S. Korean average household income drops for first time in four years

Posted on : 2021-08-20 16:22 KST Modified on : 2021-08-20 16:23 KST
Only the top-earning 20% of households enjoyed income growth
(Clip Art Korea)
(Clip Art Korea)

Average monthly income for South Korean households showed its first decline in four years during the second quarter of this year.

With the lowest-earning 80% of households experiencing a drop in income amid the baseline effect from the payment of disaster relief funds to all South Korean citizens in Q2 2020, only the top-earning 20% of households enjoyed income growth.

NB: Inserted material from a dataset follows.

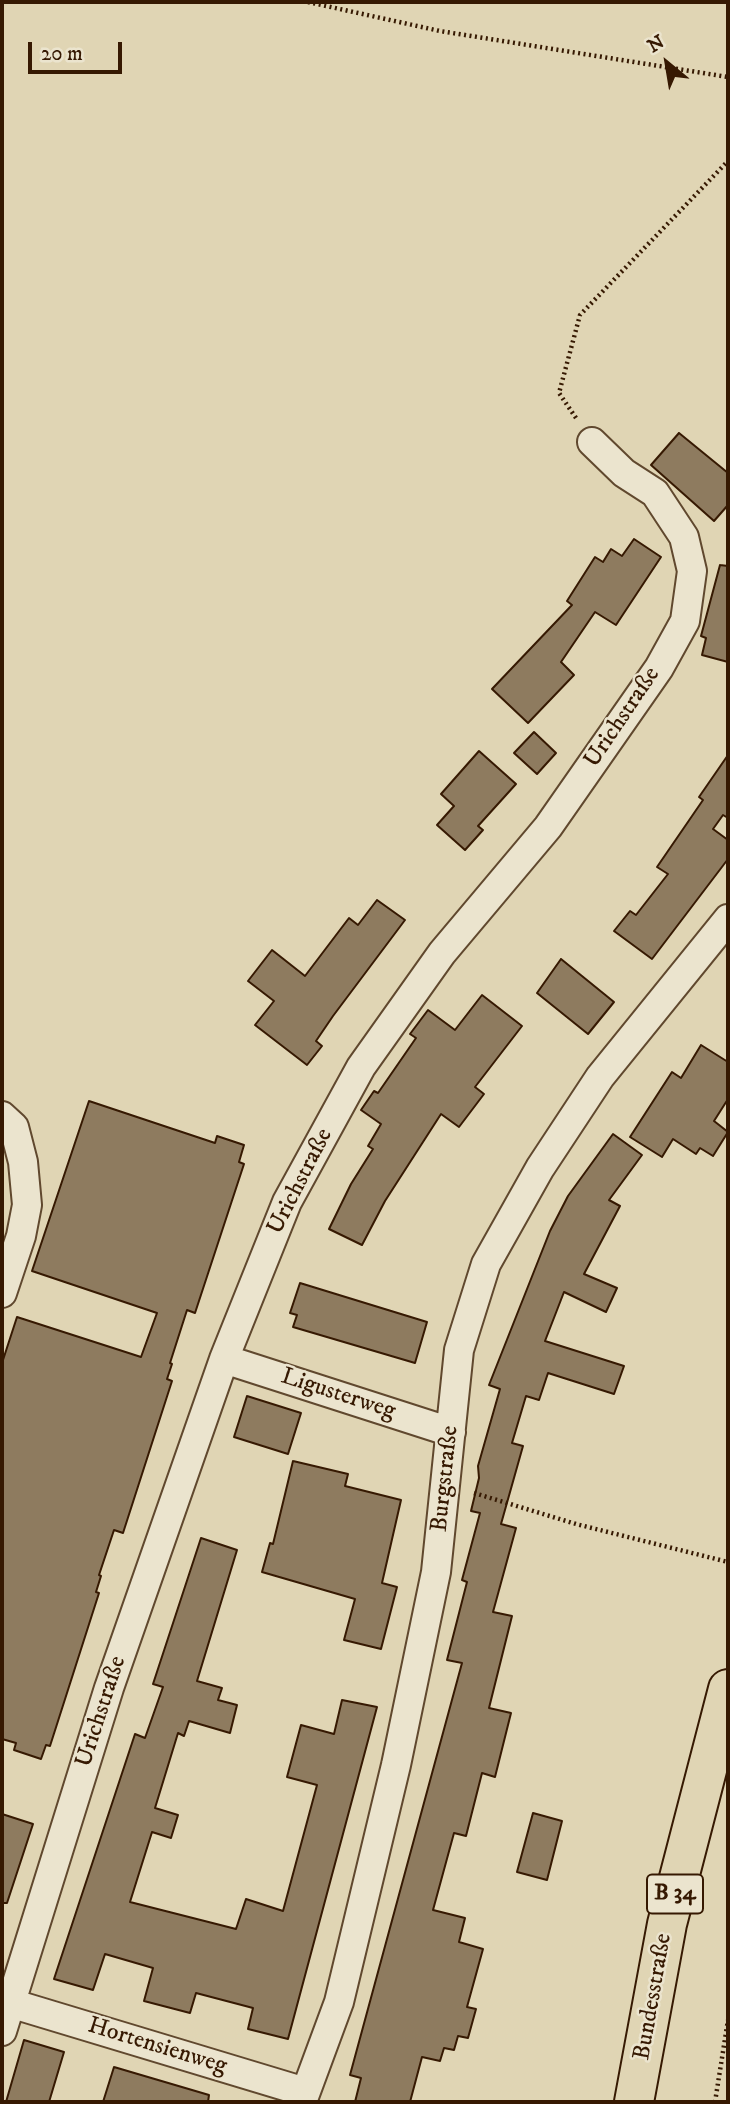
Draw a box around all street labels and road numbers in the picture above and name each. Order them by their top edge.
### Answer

Statistics Korea published findings from its survey of household trends during Q2 2021 on Thursday. The results showed monthly income per household averaging 4,287,000 won (US$3,635) for that quarter, down 0.7% (28,000 won) from a year before.

Amid a mild recovery in economic conditions, increases were observed in all three areas of earned, business, and asset income, but public transfer income also fell sharply.

It was the first negative trend in the 16 quarters since the second quarter of 2017, when average monthly income fell by 0.5% (19,000 won).

At the same time, the household trend survey for Q1 2021 marked the first time Statistics Korea expanded the scope of its announced figures from its previous standard of “non-farming, forestry, or fishing households of two or more people” to include single-person households and farming, forestry, or fishing households.

The government said the figures were misleading, noting that public transfer income increased by fully 113.7% in Q2 2020 compared with the year before due to the payment of disaster relief funds to all South Korean citizens.

“The increase in public transfer income was unusually large due to the channeling of large amounts of policy support during the second quarter of last year, including disaster relief payments to all South Koreans,” the Ministry of Economy and Finance (MOEF) said.

“While public transfer income may have fallen from the year before [during Q2 2021], it remains high compared with its pre-COVID levels as support continues to be provided to segments that have suffered losses due to the pandemic,” it added.

The problem is that polarization has only intensified in the year and a half since the start of the pandemic’s spread.

With the drop in public transfer income, the lowest-earning 80% of households experienced a collective drop in income during Q2 2021. In contrast, average monthly income actually grew by 1.4% from a year earlier for the top-earning 20% of households, reaching 9,241,000 won (US$7,836).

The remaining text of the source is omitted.